‘CRUMBLING LEGACY’: More heritage buildings in Iloilo City up for structural assessment

The Golden Finance Building in Iloilo City’s downtown area is one of the crumbling heritage structures that are gradually being ruined by time and other factors. The Office of the Building Official of the Iloilo City government installed barrier tapes around the building on Wednesday, June 7, after finding that some of its canopies have been detached. (Photo from Office of the Building Official Iloilo City/Facebook)

By Joseph B.A. Marzan

Heritage buildings in Iloilo City’s downtown are under threat of further ruin and City Hall is encouraging owners to conduct further structural assessment as soon as possible.

Engr. Mavi Gustilo, Office of the Building Official (OBO) chief, said that they have recently inspected a total of 39 buildings located in Aldeguer, Arroyo, Iznart, J.M. Basa, and Ledesma Streets, all in the downtown’s “heritage zone”.

Out of the 39 buildings, 17 are recommended for immediate structural assessment by structural engineers who may determine if these buildings are up to standard.

Meanwhile, the Tayengco Building on Aldeguer Street, which houses a popular textile store, was recommended for demolition.

Visual assessments also indicated detached moldings from the Pilar Building on J.M. Basa Street and a detached canopy of the Golden Finance Building at the corner of Ledesma and Iznart Streets.

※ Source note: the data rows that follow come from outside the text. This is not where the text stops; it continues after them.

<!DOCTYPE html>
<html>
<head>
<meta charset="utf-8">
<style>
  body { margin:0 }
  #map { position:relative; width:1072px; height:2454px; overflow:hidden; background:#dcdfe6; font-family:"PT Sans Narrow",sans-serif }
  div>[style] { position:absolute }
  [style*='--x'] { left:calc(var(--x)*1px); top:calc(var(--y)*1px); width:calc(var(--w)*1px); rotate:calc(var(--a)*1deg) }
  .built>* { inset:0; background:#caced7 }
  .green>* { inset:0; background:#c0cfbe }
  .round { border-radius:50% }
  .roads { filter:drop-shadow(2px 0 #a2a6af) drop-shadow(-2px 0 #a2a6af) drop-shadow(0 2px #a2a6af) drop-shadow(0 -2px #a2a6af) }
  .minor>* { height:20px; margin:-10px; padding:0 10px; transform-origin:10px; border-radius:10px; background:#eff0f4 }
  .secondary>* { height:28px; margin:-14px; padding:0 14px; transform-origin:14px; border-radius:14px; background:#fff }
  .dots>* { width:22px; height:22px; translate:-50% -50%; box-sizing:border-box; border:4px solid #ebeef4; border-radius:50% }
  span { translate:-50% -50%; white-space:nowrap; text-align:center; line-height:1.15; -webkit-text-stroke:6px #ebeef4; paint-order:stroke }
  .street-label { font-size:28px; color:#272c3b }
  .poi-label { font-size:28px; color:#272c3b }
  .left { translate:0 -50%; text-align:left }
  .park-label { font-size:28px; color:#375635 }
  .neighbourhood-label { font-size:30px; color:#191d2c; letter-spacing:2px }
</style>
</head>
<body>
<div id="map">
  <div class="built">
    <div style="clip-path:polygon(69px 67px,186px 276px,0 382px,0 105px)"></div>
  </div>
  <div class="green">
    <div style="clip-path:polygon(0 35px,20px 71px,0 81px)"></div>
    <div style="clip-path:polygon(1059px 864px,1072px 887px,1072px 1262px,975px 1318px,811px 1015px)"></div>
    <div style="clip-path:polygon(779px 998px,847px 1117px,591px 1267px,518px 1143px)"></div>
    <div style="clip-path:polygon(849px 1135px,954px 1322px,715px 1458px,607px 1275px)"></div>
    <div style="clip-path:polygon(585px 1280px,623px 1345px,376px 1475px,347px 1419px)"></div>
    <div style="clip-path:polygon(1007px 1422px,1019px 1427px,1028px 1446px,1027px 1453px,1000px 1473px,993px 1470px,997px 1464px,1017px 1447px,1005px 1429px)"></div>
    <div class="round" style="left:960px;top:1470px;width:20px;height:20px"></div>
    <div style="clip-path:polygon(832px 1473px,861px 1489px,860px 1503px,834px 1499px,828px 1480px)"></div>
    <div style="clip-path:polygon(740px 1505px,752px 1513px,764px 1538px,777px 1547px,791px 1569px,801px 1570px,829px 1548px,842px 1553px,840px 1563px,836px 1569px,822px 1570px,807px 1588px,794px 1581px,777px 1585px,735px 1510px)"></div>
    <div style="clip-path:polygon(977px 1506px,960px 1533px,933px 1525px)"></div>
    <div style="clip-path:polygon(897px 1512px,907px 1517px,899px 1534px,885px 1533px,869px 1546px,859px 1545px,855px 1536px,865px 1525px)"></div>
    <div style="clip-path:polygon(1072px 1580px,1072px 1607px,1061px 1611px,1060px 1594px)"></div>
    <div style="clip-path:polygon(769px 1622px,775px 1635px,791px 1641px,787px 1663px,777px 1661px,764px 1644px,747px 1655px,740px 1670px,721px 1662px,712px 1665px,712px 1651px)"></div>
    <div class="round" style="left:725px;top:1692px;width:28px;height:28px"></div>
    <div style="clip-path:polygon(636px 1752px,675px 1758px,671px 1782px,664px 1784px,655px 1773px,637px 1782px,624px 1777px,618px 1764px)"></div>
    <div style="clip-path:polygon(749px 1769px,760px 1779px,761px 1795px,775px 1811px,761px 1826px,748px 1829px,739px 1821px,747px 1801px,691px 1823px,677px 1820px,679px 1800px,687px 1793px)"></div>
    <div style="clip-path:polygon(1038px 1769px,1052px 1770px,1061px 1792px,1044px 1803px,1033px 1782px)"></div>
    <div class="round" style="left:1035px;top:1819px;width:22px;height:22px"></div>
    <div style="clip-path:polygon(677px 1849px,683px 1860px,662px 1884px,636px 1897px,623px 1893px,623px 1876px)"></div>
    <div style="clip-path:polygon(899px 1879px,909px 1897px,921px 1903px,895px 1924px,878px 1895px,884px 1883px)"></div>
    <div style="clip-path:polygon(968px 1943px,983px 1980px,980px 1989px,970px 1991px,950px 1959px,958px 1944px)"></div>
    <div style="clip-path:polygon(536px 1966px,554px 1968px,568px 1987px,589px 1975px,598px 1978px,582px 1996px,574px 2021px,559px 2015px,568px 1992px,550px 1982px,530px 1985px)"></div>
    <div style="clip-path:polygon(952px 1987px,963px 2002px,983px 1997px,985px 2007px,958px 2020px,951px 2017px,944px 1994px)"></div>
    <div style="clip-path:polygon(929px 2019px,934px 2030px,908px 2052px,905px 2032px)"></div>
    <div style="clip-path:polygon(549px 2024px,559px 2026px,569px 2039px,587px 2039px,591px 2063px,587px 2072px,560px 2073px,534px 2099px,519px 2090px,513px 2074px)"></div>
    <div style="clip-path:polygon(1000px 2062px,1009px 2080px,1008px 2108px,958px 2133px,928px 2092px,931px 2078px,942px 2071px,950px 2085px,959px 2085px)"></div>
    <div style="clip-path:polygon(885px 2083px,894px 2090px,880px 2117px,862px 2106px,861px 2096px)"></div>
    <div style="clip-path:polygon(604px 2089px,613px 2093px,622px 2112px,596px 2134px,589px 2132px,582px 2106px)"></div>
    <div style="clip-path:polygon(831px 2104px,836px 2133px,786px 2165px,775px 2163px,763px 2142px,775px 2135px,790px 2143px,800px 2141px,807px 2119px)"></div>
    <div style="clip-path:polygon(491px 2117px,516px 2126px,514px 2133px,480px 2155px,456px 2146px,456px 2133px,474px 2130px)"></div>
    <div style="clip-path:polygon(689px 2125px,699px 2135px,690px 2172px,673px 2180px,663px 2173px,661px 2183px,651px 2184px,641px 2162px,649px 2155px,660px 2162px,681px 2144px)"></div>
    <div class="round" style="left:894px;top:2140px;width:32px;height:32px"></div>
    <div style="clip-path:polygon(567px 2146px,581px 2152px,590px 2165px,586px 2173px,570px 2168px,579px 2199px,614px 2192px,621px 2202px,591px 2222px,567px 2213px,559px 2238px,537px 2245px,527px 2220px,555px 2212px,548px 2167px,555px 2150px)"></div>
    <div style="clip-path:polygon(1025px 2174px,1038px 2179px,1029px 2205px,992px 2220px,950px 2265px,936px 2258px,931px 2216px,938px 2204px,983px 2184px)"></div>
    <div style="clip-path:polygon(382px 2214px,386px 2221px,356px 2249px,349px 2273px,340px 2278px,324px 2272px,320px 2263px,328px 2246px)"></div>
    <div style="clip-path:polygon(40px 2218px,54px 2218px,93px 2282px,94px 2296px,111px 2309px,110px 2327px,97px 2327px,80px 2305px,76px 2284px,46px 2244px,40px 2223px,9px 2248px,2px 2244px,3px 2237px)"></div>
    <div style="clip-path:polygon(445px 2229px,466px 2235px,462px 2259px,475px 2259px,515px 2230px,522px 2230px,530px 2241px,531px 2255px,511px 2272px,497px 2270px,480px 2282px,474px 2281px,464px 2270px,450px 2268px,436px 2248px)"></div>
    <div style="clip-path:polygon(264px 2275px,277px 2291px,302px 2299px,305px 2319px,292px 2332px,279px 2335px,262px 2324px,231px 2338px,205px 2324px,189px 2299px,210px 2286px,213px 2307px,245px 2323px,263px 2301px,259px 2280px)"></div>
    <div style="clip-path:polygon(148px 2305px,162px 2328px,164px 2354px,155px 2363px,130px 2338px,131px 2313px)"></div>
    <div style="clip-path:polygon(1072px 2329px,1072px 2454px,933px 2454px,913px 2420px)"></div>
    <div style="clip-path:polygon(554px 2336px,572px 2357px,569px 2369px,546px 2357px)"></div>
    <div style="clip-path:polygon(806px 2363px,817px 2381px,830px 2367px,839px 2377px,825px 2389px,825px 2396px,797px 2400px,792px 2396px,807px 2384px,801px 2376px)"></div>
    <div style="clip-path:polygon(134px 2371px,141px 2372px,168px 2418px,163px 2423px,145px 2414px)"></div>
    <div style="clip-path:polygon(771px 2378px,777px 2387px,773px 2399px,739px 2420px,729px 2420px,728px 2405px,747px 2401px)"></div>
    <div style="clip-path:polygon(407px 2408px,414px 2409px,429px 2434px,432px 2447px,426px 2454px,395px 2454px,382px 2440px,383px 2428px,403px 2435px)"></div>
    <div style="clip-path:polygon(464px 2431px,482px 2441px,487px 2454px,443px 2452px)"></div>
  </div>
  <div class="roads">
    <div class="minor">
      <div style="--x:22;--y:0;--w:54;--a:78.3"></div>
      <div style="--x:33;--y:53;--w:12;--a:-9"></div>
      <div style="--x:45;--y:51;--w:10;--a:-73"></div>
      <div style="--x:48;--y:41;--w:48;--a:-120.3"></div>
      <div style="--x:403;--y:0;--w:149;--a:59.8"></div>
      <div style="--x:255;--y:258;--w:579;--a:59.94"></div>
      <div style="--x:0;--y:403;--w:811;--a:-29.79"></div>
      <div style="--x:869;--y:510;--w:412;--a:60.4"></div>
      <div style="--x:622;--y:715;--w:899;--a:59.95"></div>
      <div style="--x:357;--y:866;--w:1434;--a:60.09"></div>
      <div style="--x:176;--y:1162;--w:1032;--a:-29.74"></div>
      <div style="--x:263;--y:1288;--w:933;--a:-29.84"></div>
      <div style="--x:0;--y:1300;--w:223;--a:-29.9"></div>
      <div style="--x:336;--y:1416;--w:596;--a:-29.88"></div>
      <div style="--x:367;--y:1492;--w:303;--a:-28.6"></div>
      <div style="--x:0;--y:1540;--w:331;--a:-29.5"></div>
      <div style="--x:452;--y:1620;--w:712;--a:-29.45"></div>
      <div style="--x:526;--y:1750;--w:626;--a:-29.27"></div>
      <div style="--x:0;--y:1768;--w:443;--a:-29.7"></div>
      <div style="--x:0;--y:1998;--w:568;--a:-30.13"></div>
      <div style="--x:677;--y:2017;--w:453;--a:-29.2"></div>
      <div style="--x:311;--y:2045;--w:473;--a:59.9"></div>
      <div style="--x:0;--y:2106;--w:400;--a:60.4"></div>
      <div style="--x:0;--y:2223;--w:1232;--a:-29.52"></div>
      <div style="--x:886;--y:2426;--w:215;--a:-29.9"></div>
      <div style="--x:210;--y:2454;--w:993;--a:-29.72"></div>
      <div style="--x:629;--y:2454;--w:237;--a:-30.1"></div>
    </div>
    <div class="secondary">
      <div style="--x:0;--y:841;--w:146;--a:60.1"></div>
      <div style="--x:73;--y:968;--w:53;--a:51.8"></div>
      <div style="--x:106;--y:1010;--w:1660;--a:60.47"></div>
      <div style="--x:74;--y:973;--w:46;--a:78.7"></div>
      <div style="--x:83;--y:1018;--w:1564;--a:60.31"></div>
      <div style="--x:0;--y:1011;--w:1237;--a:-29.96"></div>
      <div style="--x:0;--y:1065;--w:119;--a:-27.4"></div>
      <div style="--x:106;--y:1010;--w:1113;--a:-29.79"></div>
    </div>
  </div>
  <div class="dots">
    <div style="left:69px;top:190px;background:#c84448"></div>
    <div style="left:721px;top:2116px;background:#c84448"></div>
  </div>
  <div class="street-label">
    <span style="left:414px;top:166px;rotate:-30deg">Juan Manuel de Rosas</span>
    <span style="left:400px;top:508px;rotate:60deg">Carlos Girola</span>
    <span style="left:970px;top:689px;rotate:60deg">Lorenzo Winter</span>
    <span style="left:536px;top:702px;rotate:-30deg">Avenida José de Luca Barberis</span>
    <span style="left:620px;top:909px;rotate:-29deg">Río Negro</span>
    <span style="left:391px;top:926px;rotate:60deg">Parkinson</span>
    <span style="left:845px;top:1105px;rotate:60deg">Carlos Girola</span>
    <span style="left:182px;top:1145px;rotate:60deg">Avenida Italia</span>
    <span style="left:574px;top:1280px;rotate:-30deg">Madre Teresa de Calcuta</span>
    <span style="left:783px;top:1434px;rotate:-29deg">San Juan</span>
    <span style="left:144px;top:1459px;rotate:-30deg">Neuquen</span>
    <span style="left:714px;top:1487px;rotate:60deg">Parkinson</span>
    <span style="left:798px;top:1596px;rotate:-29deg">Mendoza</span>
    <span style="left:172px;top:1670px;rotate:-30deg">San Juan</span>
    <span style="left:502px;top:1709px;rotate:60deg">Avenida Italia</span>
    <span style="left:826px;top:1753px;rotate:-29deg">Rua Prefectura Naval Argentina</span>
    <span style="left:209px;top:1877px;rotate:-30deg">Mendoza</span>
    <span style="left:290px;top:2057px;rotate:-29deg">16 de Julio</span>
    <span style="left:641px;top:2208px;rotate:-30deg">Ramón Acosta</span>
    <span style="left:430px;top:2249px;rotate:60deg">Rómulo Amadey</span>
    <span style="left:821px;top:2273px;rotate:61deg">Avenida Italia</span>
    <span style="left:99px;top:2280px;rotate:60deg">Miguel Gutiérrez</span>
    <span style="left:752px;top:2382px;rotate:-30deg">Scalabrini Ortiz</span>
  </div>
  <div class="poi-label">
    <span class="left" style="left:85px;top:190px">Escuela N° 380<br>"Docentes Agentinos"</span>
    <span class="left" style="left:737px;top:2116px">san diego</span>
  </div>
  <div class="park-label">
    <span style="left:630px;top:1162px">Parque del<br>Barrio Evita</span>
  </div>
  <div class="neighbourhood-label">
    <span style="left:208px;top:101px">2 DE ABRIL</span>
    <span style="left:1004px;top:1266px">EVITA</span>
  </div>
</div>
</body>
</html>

Letters were sent to 7 building owners of these recommendations, and Mayor Jerry Treñas has also met with them to discuss these concerns.

“We’ve identified that there were [visual] defects [in the 17 buildings]. So, even with visual assessment, we’ve seen cracks. Much cannot be seen in their façade, but within the buildings, there is a source of worry there already,” Gustilo remarked.

Gustilo said that building owners usually ignored OBO findings, but the recent spate of deteriorations already made them worried and they have been more cooperative recently.

The owners were also told that the buildings will be closed by the Business Permits and Licensing Division (BPLD) if they fail to comply with the recommendations.

“[The OBO] has previously conducted annual inspections of their buildings, and [we] have sent [building owners] recommendations but they just ignore it. Now, they already see how it has become dangerous because people have started to get hurt,” she said.

“[Treñas] has instructed the BPLD, that if ever they do not comply with our recommendations from our assessments, and do the necessary rehabilitation and retrofitting [as soon as possible], they may be penalized with closure,” Gustilo added.

The OBO conducts annual inspections of buildings in the downtown heritage area, but has since escalated these after glass debris from the Locsin-Coscuella Building on Ledesma Street fell on a walking commuter in early May.

Gustilo said the owner of the Locsin-Coscuella Building has approached them to request demolition, but this cannot be done without a structural assessment with certifications from a structural engineer.

They have also conducted demolition of dilapidated canopies and signages at the J. Melliza Building at the corner of Iznart and Aldeguer Streets.